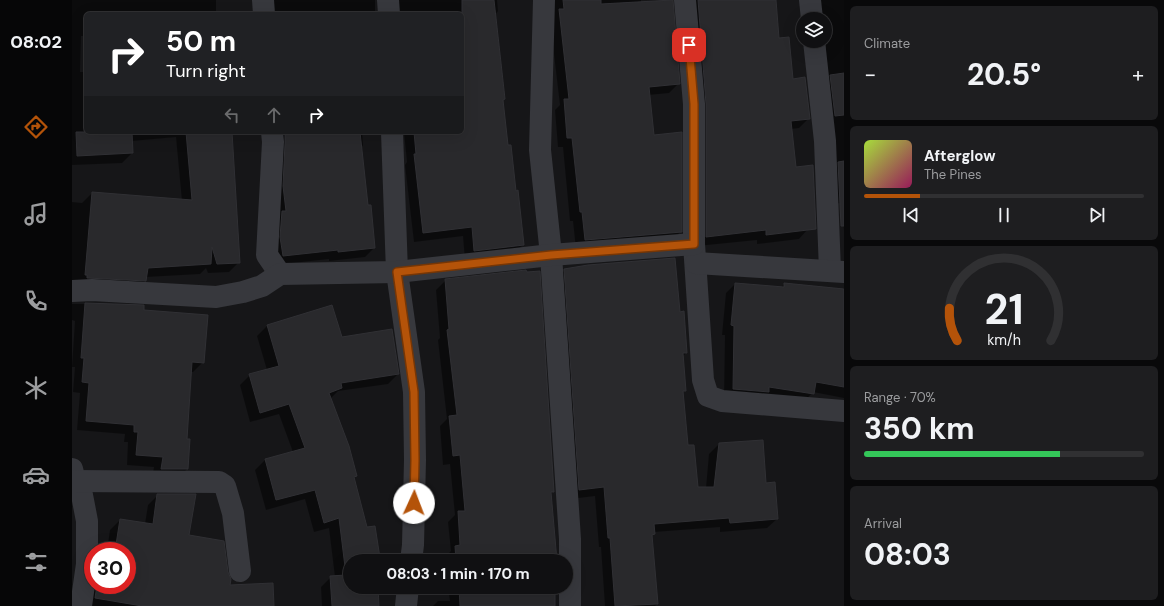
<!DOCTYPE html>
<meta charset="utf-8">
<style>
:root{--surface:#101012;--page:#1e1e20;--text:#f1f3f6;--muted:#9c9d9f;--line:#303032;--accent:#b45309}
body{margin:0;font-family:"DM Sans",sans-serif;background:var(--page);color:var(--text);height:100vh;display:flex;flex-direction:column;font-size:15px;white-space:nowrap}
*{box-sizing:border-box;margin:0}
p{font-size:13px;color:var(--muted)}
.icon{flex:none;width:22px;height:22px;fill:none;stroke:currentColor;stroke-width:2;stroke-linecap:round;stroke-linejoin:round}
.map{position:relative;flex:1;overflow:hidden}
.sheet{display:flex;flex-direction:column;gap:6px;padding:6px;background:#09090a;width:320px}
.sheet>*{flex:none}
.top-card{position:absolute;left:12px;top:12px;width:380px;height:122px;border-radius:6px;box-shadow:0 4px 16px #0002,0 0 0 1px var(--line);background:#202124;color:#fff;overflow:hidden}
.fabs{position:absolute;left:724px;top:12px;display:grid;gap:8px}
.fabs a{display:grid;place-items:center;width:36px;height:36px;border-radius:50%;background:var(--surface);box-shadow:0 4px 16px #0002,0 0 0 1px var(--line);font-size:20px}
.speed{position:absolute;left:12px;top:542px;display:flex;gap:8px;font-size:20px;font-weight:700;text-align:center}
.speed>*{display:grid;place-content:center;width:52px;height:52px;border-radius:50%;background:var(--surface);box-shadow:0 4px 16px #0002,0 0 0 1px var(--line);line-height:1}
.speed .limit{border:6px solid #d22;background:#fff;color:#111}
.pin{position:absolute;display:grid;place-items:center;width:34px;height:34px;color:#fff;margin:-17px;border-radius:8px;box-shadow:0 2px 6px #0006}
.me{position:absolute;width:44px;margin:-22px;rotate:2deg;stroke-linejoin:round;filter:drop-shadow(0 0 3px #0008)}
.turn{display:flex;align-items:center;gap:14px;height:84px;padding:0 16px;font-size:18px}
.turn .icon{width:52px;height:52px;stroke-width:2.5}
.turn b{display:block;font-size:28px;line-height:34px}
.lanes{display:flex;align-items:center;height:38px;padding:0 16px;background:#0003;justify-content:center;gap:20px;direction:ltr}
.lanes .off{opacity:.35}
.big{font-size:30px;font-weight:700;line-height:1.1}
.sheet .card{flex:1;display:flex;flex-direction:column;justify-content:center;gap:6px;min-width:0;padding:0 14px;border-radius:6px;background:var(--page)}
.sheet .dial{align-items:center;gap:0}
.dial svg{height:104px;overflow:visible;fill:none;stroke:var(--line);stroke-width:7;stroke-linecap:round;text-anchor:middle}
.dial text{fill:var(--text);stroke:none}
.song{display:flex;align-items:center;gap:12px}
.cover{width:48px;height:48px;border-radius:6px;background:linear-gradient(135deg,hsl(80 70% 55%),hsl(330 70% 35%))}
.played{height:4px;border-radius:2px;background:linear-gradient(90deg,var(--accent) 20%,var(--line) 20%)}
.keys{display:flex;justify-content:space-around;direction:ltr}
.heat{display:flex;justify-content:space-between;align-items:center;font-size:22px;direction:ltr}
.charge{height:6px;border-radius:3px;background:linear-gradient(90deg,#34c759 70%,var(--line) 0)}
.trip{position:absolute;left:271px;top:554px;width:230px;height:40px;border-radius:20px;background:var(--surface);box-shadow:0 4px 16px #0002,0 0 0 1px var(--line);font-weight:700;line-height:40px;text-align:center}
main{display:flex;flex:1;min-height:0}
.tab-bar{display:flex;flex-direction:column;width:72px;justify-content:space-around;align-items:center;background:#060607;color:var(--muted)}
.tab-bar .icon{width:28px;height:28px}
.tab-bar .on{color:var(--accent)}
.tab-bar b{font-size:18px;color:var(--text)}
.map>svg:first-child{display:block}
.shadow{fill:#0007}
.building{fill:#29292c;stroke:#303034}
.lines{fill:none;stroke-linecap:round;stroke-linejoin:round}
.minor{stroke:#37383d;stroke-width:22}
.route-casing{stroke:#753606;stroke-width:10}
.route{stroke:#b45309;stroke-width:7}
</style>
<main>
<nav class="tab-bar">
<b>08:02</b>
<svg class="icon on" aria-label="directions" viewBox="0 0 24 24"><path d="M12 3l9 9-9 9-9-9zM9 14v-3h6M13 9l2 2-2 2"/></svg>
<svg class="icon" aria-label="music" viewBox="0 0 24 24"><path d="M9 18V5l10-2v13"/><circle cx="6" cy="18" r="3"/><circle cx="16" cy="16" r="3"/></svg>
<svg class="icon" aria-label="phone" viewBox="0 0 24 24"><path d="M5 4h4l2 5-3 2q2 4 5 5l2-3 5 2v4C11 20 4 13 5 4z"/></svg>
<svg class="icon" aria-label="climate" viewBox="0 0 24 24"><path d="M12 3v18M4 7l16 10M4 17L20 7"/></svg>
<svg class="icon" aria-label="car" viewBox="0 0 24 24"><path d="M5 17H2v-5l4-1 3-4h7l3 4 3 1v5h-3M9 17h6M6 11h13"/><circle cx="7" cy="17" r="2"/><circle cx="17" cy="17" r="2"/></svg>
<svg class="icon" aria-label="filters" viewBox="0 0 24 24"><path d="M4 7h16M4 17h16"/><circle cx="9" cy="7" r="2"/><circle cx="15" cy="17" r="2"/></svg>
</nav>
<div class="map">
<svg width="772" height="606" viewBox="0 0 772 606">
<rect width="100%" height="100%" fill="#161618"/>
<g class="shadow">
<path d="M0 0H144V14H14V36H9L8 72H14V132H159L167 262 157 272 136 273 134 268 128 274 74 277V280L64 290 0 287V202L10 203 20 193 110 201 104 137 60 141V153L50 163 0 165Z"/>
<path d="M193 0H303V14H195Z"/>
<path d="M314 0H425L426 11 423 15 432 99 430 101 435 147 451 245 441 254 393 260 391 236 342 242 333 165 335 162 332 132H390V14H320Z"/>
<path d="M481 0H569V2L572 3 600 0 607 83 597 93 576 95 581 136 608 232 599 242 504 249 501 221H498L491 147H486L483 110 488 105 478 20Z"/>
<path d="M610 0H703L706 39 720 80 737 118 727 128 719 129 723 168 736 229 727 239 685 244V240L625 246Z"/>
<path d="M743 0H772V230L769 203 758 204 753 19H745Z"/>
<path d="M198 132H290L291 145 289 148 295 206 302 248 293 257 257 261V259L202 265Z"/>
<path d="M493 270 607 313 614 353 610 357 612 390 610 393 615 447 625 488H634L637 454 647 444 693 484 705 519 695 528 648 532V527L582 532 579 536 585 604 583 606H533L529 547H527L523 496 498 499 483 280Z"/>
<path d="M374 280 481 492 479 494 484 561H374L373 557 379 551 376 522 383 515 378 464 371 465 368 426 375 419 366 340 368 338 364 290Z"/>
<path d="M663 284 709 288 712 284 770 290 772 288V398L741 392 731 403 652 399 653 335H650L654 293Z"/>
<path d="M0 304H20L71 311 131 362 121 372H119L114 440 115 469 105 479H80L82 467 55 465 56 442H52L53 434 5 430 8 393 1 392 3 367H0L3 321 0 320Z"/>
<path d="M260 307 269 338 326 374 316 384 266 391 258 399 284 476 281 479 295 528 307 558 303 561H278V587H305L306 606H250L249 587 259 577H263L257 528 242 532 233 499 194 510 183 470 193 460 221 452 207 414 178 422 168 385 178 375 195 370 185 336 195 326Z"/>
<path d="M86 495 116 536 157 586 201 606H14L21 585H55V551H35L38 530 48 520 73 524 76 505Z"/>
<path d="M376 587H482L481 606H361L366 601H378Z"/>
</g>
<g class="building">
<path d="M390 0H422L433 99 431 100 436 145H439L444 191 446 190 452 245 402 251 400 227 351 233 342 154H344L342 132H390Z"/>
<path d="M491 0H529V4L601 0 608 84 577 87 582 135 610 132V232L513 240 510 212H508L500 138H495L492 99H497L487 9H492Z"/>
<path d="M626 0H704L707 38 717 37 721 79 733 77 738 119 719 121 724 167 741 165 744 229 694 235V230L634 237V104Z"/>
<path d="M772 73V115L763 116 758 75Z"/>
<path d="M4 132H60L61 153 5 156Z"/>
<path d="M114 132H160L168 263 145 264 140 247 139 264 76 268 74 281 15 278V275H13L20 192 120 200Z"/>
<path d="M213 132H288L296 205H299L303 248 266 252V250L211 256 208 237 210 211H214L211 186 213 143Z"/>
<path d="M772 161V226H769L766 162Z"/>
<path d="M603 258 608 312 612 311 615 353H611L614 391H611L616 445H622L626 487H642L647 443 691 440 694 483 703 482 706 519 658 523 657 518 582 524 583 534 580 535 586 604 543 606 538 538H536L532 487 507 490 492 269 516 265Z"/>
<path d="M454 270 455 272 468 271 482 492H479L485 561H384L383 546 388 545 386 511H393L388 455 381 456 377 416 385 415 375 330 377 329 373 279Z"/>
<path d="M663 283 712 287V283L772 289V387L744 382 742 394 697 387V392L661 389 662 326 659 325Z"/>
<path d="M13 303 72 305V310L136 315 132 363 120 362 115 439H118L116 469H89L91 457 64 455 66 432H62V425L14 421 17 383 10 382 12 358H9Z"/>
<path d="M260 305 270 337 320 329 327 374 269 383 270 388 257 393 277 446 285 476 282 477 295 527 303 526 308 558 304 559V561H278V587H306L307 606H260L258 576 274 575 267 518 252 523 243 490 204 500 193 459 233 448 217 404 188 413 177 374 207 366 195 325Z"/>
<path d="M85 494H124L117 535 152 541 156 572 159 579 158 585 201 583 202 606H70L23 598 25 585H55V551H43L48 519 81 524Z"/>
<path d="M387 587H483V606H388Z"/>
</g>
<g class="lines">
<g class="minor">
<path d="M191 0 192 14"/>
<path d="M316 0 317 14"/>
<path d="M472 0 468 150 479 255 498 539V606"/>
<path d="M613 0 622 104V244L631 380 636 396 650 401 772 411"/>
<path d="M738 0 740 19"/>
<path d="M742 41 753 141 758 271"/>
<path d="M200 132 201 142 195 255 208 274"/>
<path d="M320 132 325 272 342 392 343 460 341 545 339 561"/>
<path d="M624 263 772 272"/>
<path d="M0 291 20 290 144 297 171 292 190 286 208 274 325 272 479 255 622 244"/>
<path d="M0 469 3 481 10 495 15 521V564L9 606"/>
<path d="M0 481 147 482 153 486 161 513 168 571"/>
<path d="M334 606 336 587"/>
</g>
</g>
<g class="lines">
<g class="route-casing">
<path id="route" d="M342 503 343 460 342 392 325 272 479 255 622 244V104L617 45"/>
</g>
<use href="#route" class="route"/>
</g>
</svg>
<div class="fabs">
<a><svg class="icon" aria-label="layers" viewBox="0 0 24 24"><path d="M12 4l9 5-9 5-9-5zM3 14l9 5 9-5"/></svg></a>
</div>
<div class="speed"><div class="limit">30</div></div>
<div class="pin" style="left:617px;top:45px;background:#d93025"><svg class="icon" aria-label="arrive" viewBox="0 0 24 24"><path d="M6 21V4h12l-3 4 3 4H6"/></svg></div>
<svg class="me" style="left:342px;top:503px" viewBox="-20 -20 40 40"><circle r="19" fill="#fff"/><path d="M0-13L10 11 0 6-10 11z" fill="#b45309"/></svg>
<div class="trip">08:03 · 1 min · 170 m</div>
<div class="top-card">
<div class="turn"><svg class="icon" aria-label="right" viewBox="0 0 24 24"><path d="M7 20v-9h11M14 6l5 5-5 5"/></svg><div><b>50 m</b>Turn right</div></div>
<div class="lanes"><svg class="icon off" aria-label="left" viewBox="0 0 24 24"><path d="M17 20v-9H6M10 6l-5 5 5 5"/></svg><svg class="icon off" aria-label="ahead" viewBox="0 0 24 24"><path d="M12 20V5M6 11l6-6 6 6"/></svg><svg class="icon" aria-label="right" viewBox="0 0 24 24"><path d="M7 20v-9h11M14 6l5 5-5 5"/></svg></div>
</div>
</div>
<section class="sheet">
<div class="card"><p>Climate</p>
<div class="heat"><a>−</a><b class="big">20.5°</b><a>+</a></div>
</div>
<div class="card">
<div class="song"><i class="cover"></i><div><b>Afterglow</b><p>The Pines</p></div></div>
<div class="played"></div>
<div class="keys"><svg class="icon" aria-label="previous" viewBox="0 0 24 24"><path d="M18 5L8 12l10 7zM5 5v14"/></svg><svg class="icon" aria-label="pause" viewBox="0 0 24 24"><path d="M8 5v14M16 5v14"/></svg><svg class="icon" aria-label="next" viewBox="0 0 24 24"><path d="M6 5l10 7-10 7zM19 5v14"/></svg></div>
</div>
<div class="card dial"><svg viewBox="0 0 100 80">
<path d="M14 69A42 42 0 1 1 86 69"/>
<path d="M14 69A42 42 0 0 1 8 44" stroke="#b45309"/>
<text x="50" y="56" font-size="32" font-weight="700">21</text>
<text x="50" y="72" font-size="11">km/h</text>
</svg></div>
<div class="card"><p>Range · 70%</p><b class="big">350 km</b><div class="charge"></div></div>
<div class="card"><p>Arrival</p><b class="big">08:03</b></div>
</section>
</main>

§ **What the task requires**:
For the material, state how many lines include the string "linejoin"; the answer is that number alone.

§ **Result of the task**:
3